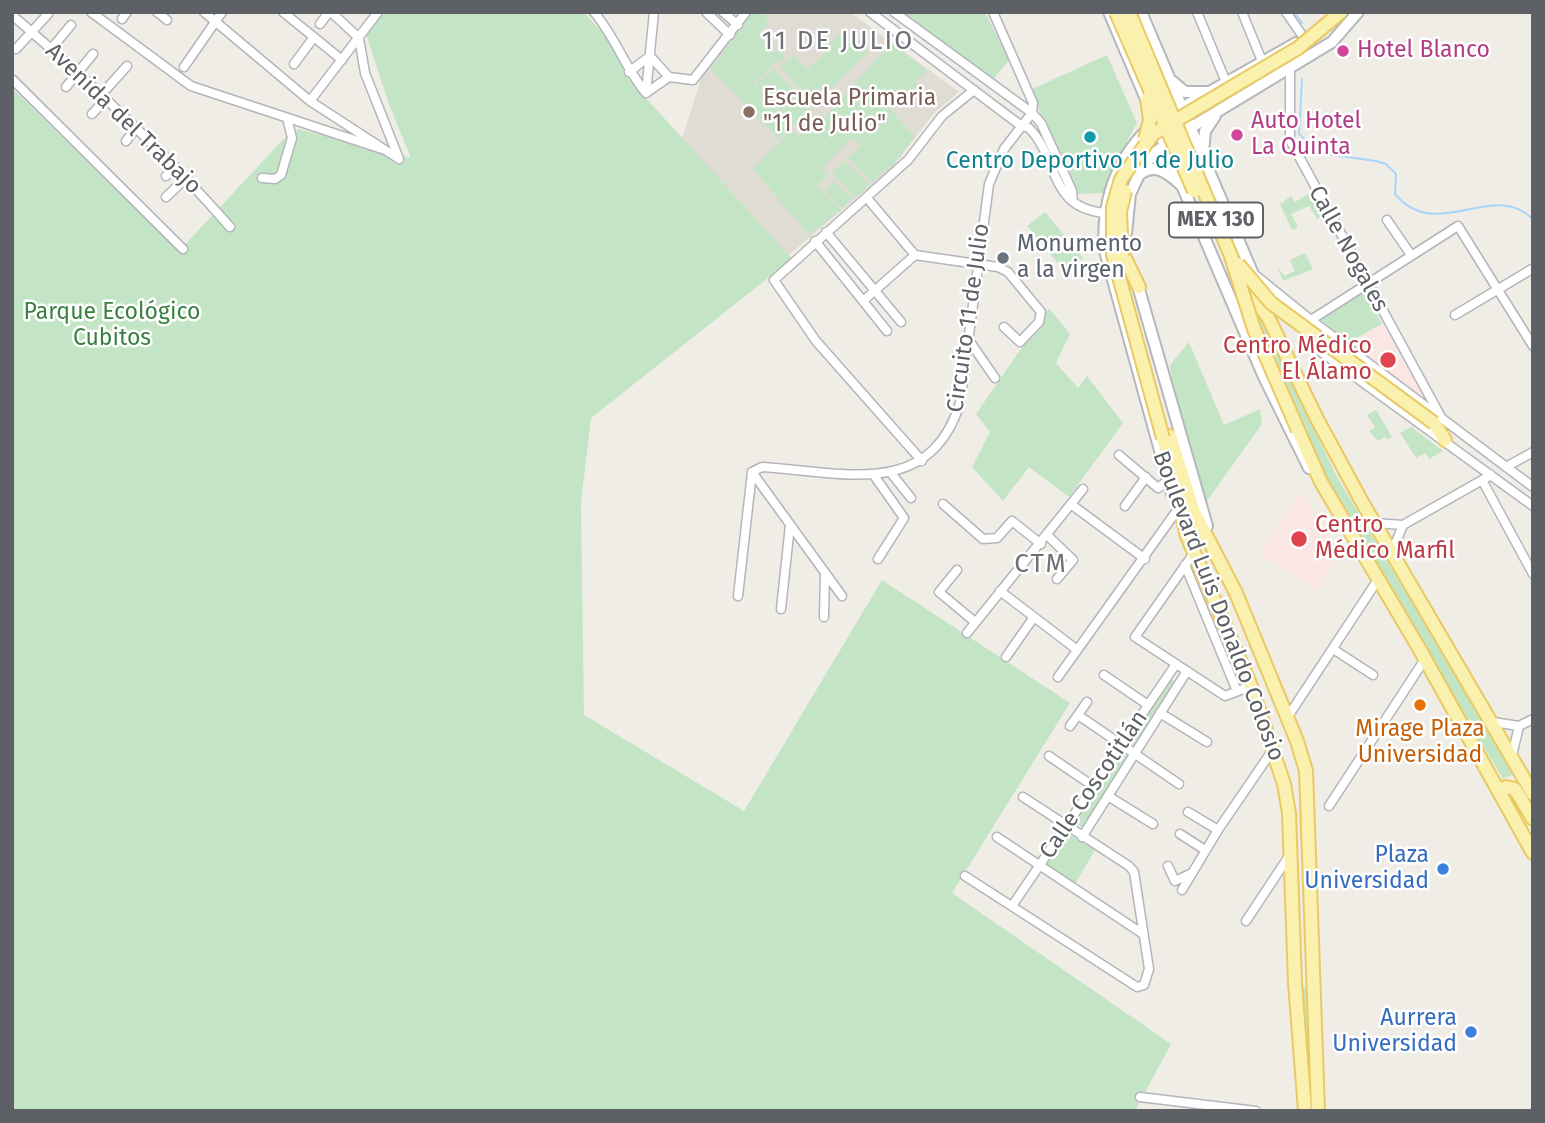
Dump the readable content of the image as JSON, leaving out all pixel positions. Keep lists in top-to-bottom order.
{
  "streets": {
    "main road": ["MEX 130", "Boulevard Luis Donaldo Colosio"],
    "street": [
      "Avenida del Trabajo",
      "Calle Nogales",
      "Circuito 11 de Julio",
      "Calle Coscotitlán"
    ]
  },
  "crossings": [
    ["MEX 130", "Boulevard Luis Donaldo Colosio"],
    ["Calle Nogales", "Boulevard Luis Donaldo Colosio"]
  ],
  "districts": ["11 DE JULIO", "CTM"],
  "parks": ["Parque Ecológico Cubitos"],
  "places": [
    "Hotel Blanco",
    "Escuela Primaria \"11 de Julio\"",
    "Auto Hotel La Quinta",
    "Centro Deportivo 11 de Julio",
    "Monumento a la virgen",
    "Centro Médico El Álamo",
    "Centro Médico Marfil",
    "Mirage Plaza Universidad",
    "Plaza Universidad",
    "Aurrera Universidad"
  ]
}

[WHAT YOU HAVE TO DO] From the entries above, collect every line with the string "Colosio" in it.

[FINISHED EXERCISE]
    "main road": ["MEX 130", "Boulevard Luis Donaldo Colosio"],
    ["MEX 130", "Boulevard Luis Donaldo Colosio"],
    ["Calle Nogales", "Boulevard Luis Donaldo Colosio"]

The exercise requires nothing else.